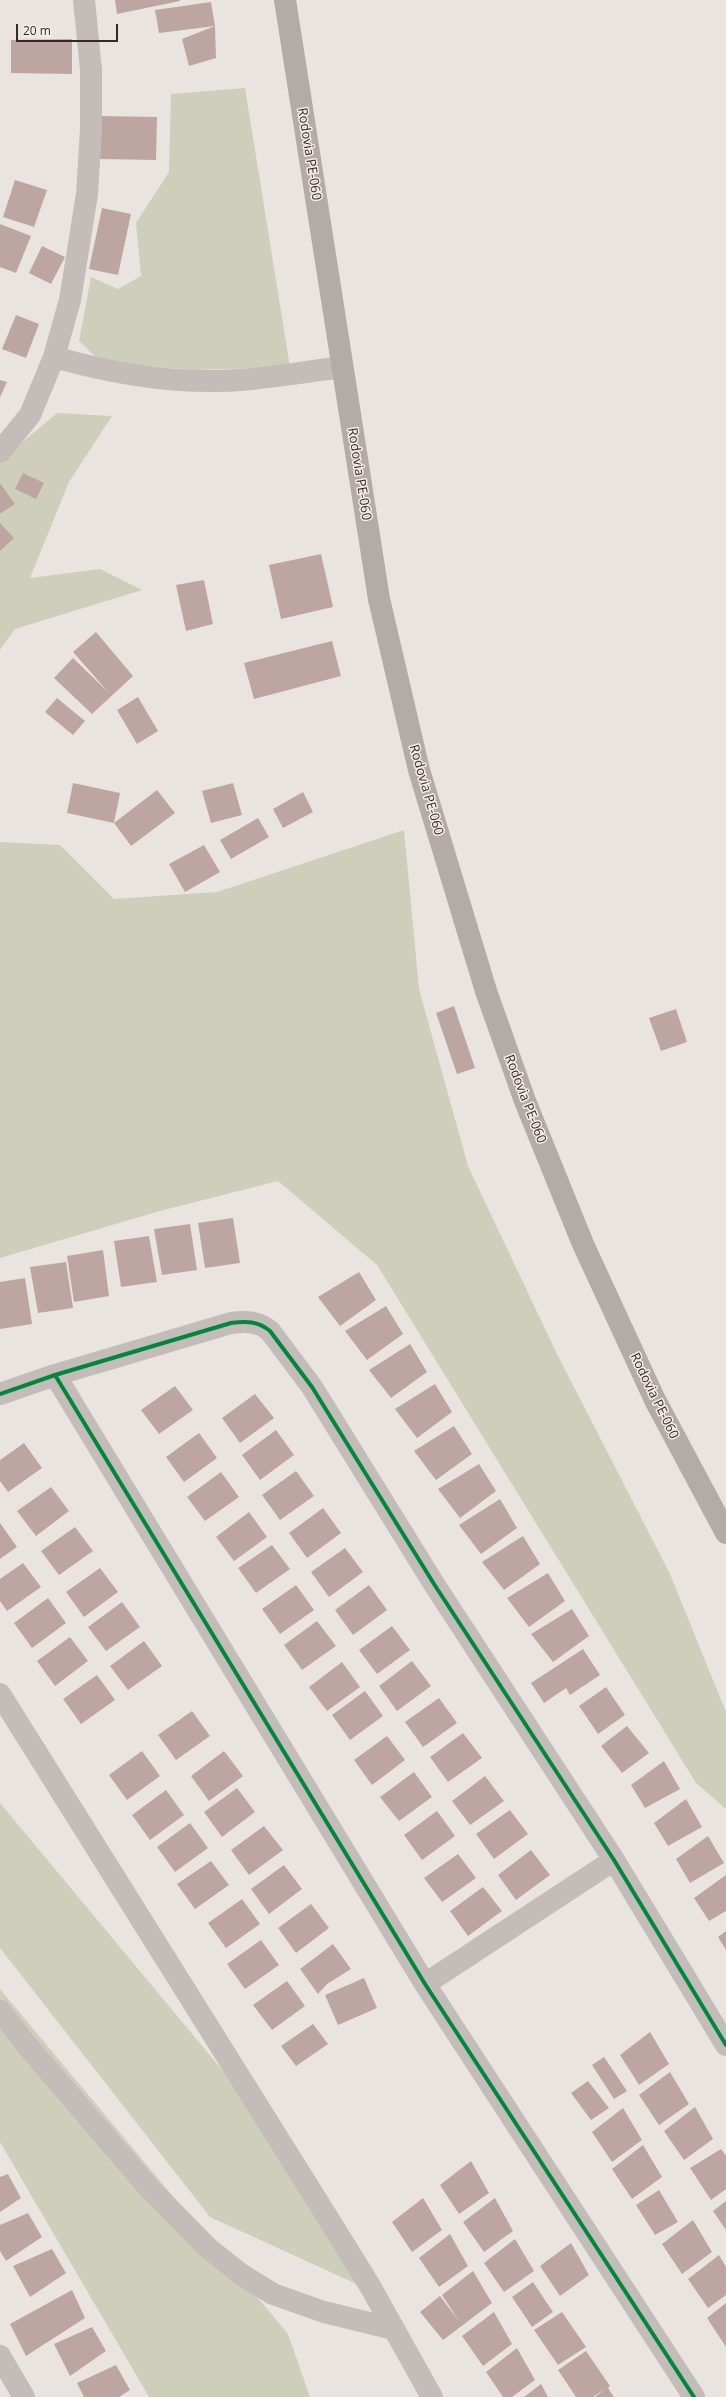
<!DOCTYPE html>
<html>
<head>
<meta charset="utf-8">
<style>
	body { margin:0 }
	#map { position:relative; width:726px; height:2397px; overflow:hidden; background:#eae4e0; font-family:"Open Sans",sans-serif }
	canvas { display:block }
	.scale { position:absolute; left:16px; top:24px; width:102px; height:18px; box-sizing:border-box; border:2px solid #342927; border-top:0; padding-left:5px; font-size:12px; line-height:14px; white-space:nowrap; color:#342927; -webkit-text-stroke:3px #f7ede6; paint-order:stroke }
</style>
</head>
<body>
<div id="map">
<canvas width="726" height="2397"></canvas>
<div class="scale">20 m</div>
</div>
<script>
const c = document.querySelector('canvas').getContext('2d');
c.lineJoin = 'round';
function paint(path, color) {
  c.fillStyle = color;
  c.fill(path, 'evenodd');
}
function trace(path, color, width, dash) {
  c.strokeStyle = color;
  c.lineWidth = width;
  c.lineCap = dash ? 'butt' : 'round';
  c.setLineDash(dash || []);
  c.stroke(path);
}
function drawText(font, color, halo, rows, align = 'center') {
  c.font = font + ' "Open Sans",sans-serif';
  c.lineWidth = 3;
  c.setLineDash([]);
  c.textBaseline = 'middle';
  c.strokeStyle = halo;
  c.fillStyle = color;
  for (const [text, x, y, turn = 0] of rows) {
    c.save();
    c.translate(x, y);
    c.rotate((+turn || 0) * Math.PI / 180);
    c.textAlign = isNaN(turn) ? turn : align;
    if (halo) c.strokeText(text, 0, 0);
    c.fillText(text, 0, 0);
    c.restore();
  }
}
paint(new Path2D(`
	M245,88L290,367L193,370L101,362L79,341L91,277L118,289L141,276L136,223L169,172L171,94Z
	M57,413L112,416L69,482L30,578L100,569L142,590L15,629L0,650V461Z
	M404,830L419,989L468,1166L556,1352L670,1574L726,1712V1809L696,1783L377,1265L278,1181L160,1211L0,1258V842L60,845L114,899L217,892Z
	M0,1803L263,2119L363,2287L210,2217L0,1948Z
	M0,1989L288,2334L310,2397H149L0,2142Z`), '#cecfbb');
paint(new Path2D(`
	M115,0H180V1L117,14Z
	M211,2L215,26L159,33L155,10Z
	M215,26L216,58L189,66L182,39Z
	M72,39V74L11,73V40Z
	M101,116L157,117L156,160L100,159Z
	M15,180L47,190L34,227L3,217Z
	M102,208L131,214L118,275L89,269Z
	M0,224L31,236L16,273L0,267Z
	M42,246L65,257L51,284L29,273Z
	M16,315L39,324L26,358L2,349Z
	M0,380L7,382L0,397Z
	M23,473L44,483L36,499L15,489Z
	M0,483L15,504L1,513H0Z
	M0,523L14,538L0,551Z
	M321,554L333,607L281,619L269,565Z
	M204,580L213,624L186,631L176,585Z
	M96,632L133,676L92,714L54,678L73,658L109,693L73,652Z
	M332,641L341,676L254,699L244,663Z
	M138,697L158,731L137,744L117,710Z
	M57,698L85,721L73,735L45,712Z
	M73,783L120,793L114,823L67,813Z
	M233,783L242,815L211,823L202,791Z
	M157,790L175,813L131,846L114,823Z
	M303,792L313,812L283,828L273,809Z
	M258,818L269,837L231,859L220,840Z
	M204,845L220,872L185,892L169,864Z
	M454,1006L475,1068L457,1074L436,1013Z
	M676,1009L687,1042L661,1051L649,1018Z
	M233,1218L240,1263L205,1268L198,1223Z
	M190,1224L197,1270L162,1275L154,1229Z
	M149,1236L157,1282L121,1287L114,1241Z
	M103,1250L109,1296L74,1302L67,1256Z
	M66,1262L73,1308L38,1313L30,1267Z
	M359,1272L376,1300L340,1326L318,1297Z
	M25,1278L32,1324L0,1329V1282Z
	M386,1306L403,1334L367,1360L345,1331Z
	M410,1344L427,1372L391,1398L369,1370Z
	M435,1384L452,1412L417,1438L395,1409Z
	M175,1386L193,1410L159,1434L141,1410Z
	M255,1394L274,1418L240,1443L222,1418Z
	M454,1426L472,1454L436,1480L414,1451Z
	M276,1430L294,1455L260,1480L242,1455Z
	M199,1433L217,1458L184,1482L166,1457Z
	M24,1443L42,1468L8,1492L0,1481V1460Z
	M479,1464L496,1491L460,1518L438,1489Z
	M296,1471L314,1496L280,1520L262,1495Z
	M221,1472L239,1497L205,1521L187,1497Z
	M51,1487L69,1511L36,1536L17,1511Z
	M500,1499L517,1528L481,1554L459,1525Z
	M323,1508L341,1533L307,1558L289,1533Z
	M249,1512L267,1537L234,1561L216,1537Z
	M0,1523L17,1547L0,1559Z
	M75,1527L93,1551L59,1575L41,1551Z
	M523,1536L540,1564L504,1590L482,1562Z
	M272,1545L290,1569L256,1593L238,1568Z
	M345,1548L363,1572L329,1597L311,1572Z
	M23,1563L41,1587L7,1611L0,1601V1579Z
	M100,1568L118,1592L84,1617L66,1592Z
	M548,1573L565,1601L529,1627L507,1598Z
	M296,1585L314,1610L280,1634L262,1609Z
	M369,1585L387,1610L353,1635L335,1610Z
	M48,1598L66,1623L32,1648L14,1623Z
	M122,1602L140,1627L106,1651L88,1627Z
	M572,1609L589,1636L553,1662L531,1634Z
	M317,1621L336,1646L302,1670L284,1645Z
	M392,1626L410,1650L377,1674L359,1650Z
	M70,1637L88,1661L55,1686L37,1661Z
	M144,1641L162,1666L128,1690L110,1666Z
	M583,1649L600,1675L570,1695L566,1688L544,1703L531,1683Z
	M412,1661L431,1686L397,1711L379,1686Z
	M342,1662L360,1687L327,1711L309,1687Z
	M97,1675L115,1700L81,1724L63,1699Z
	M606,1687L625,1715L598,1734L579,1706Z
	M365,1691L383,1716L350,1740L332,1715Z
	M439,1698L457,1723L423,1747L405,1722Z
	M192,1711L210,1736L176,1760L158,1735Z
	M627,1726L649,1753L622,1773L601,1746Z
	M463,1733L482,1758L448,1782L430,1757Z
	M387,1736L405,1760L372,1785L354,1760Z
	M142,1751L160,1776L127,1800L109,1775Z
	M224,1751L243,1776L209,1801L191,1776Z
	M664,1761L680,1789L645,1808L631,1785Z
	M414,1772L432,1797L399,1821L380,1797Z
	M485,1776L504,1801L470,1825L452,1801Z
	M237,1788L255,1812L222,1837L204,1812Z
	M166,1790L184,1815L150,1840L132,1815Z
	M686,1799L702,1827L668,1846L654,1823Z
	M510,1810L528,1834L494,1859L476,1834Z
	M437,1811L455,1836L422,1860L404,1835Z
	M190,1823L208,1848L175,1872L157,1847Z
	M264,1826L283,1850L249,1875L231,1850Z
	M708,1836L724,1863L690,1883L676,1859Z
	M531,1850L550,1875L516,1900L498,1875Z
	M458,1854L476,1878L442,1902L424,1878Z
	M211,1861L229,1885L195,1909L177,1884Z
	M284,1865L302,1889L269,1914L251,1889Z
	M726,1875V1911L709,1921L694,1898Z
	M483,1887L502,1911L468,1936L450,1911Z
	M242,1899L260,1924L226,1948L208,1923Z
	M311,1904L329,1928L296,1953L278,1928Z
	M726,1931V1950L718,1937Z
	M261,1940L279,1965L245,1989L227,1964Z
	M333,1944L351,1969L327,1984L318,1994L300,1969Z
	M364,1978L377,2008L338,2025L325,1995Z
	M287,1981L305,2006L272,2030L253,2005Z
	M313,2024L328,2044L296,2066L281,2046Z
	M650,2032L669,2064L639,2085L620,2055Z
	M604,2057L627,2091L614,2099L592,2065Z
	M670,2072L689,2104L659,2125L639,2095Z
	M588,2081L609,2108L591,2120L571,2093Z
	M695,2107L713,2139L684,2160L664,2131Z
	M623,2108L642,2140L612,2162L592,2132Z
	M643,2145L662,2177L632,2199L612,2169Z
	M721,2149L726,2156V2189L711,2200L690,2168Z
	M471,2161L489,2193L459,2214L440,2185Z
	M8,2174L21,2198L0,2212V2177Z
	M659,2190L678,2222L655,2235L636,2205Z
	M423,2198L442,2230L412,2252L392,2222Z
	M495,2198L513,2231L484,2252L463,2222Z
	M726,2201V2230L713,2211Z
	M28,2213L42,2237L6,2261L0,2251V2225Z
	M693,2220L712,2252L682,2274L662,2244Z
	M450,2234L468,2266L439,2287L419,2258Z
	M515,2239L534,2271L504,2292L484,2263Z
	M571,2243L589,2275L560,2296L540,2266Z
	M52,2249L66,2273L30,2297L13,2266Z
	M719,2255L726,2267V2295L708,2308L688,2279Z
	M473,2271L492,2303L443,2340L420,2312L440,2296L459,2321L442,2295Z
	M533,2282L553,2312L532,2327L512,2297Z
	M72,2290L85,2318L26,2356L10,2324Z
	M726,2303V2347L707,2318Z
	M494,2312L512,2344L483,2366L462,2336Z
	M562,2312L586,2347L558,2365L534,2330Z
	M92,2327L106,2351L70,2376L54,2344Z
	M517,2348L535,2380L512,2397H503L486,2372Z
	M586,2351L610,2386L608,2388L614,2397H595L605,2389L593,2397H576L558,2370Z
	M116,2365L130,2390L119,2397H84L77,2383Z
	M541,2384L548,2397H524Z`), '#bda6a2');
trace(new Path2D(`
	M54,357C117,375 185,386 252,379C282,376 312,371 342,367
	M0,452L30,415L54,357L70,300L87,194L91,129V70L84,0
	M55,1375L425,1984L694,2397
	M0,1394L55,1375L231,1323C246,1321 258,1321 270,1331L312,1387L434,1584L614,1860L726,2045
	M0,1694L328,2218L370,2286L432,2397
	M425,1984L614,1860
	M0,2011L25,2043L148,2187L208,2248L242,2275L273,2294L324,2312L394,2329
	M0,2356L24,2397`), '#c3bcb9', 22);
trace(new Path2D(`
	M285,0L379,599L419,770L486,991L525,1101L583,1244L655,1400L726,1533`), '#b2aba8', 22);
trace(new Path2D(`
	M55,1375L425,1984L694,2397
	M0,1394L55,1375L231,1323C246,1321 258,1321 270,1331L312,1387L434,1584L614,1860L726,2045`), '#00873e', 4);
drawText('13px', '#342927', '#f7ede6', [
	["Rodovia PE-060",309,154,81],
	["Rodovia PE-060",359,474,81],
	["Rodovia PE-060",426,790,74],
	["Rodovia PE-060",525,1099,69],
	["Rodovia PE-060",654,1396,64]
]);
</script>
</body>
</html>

•••••

**What is expected**.
If a line in the entries contains the word "function", copy that line out.

**Response to this exercise**.
function paint(path, color) {
function trace(path, color, width, dash) {
function drawText(font, color, halo, rows, align = 'center') {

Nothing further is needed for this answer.